What needs to be done:
State how many lines of the records below contain the word "Bank", giving the number and nothing else.
START Given information
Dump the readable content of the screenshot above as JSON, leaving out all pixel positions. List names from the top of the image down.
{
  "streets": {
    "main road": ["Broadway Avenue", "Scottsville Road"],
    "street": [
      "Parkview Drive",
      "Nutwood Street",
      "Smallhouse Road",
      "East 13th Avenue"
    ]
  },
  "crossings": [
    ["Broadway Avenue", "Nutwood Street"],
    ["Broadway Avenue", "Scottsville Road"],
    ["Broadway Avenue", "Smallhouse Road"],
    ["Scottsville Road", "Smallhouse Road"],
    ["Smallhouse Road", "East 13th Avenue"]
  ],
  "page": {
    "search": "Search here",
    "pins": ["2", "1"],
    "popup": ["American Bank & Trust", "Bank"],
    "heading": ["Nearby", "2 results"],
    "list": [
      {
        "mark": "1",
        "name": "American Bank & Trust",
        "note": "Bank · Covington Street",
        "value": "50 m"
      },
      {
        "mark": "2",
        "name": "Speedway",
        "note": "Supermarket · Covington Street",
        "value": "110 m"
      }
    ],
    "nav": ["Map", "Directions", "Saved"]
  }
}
END Given information
Reply:
3